If you change your mind, you may withdraw your election as to some or all of your eligible options by completing and signing the withdrawal form which was provided to you previously. A properly completed and signed copy of the withdrawal form must be received via facsimile or e-mail (via PDF or similar imaged document file) by 11:59:59 p.m., Eastern Time, on the offer’s expiration date, February 3, 2009 (unless extended), by:

Suzanne L. Bishop

Bishop Consulting, LLC

Fax: (971) 228-2470

E-mail: stockadmin@latticesemi.com

You also may elect to include additional eligible options in the offer by submitting a new election form that lists all the eligible options you wish to have included in the offer. Only responses that are complete, signed, and actually received by Suzanne Bishop at Bishop Consulting, LLC by the deadline will be accepted. Responses submitted by any other means, including hand-delivery, interoffice or U.S. mail (or other post) and Federal Express (or similar delivery service) are not permitted.

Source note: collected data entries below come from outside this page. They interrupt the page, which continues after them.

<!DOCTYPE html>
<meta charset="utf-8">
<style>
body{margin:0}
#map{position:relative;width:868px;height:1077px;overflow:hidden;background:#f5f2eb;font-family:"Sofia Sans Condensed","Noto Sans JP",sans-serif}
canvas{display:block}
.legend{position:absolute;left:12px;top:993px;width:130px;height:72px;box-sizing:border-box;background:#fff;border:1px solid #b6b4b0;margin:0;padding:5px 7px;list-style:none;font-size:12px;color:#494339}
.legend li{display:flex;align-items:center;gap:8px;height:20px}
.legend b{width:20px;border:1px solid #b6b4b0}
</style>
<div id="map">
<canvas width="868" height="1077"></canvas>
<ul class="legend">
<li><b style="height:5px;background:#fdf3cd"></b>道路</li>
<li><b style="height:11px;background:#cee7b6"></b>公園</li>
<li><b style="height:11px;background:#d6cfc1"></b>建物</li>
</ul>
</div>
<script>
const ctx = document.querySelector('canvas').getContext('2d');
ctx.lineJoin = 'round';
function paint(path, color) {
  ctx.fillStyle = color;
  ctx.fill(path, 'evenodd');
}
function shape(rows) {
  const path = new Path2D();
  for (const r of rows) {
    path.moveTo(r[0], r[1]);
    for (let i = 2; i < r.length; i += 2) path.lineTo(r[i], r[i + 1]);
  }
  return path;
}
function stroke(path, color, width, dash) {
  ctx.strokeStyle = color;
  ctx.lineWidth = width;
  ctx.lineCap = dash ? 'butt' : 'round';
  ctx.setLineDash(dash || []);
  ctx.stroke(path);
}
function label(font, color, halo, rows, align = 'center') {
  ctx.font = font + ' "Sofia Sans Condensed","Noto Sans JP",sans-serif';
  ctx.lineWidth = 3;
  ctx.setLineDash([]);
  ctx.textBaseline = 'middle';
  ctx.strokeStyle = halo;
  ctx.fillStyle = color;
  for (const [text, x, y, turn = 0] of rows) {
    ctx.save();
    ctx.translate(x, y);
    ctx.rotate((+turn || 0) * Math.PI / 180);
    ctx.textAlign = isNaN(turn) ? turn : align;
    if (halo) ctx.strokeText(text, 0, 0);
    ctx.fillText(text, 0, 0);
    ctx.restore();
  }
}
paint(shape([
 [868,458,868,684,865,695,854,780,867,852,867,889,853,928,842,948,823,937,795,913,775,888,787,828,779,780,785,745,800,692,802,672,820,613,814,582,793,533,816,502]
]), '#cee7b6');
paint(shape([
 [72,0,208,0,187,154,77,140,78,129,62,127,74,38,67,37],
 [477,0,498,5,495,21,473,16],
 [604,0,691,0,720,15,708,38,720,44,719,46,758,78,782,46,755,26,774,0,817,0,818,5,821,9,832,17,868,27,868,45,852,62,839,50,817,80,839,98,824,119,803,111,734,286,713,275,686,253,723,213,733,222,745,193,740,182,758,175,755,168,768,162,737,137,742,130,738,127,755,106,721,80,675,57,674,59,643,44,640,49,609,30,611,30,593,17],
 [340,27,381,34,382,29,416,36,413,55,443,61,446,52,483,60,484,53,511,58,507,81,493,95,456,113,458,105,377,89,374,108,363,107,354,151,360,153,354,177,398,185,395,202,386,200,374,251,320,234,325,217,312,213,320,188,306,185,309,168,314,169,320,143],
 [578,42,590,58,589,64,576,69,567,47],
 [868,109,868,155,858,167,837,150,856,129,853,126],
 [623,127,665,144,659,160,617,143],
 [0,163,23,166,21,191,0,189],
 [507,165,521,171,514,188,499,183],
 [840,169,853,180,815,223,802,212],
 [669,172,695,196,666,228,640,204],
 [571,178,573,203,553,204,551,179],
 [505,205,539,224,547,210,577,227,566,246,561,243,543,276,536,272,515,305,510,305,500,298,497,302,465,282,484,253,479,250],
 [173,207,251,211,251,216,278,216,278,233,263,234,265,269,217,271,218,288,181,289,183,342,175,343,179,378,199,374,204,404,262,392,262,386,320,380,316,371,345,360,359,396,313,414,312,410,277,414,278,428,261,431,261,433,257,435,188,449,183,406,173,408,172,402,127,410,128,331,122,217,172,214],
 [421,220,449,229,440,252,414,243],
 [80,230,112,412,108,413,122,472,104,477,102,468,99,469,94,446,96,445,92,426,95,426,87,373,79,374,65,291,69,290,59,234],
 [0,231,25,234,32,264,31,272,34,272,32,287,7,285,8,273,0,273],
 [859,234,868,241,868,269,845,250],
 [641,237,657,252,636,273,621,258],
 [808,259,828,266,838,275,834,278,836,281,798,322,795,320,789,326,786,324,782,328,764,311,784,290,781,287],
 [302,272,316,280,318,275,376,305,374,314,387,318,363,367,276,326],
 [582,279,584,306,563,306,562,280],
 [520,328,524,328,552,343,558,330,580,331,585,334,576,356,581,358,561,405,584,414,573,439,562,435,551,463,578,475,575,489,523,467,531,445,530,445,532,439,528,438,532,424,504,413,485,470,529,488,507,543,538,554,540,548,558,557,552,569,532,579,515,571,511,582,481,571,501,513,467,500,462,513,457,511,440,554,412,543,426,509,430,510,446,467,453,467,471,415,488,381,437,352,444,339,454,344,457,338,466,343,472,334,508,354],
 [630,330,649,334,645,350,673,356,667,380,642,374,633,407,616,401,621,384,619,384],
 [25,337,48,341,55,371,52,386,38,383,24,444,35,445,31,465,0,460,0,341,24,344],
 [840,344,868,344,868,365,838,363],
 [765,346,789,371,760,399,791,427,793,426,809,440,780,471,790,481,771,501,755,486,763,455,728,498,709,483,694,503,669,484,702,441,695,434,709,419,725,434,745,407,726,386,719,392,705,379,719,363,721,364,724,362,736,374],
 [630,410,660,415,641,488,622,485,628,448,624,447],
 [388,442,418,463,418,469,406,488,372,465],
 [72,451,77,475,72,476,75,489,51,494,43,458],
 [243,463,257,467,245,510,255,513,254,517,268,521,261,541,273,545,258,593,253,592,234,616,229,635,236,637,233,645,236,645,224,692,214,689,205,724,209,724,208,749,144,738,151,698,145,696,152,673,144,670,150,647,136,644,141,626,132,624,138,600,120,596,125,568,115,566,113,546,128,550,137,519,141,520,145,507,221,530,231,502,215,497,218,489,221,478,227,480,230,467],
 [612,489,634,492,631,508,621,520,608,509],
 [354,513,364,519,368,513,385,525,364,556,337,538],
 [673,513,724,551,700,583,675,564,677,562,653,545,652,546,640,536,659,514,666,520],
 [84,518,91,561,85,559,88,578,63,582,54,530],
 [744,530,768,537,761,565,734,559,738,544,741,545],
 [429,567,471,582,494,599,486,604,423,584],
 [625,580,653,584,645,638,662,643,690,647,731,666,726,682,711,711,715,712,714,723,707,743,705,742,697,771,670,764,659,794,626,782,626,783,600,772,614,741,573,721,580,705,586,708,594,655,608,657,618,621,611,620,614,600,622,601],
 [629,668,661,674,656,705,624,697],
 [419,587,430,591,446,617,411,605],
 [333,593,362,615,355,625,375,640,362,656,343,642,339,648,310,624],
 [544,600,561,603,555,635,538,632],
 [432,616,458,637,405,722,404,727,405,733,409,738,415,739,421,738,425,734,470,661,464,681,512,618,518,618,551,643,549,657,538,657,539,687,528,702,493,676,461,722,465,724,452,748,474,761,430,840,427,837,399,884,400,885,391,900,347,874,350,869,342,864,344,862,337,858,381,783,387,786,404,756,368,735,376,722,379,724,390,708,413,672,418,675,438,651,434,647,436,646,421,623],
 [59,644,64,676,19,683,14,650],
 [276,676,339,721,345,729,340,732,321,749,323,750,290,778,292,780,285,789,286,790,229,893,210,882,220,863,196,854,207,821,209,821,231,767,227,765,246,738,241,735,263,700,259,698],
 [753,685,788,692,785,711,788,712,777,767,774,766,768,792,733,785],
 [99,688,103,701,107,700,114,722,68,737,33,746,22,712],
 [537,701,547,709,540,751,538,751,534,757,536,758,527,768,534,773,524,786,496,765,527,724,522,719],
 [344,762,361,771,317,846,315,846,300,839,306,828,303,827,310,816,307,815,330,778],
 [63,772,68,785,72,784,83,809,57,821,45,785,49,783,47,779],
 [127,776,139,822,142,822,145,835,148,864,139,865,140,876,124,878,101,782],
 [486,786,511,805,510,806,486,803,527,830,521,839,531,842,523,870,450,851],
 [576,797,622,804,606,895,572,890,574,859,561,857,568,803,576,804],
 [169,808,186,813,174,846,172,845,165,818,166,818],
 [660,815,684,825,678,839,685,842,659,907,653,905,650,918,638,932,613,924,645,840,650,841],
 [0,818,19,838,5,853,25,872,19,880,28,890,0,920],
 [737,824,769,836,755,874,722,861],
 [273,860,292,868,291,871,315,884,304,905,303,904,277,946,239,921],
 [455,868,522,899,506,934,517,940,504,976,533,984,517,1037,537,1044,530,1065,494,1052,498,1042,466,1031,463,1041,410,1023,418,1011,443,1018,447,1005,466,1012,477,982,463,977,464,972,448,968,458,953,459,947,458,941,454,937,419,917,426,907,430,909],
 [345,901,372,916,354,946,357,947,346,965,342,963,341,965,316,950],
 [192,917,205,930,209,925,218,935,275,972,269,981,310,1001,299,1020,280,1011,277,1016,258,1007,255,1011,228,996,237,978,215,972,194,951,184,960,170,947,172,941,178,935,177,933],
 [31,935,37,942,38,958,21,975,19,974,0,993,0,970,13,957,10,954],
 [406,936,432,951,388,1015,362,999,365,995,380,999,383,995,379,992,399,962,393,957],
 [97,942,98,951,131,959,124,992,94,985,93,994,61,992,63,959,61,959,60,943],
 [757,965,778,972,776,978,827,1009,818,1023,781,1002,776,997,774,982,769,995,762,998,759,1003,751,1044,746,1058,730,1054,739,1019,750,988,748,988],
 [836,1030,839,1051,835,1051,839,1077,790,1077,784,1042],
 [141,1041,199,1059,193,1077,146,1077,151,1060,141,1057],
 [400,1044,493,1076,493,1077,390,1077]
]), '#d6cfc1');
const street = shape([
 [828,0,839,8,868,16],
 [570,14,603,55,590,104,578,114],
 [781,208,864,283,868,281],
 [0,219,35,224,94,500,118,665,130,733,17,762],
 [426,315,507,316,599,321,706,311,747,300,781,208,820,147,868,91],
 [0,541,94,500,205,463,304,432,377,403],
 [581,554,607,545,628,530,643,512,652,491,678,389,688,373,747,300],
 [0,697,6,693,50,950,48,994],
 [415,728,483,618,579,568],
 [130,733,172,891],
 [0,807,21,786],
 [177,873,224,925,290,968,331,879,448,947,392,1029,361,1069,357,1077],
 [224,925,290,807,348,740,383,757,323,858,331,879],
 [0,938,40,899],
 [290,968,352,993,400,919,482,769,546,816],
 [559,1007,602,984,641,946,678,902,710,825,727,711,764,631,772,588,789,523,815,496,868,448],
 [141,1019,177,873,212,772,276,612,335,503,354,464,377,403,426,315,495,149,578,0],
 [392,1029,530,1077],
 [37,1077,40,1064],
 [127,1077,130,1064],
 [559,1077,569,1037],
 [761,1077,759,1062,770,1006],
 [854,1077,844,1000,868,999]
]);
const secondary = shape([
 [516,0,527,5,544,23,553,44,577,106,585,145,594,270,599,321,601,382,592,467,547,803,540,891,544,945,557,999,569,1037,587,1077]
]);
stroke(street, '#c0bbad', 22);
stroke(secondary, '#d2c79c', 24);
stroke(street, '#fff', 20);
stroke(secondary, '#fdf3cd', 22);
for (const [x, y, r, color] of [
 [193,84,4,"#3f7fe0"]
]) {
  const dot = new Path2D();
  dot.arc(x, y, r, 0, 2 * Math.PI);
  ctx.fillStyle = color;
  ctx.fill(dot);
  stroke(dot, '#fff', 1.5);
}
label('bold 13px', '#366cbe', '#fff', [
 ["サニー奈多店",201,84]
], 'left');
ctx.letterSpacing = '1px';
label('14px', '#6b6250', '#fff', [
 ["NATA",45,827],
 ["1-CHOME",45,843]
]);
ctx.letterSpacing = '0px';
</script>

You should direct questions about this offer and requests for additional copies of the Offer to Exchange Certain Outstanding Options for New Options or Restricted Stock Units (referred to as the “Offer to Exchange”) and the other offer documents to:

Suzanne L. Bishop

Bishop Consulting, LLC

6107 SW Murray Blvd., #271

Beaverton, OR 97008

Phone: (503) 372-5761

E-mail: stockadmin@latticesemi.com

Please note that Bishop Consulting, LLC’ receipt of your election form is not by itself an acceptance of the options for exchange. For purposes of the offer, Lattice will be deemed to have accepted eligible options for exchange that are validly tendered and not properly withdrawn as of when Lattice gives oral or written notice to the optionholders generally of its acceptance for exchange of such options, which notice may be made by press release, e-mail or other method of communication. Lattice’s formal acceptance of the properly tendered options is expected to take place shortly after the end of the offer period.


This notice does not constitute the Offer to Exchange. The full terms of the offer are described in (1) the Offer to Exchange; (2) the cover letter from Byron Milstead, dated December 22, 2008; (3) the election form; and (4) the withdrawal form. You also may access these documents through the U.S. Securities and Exchange Commission’s website at www.sec.gov.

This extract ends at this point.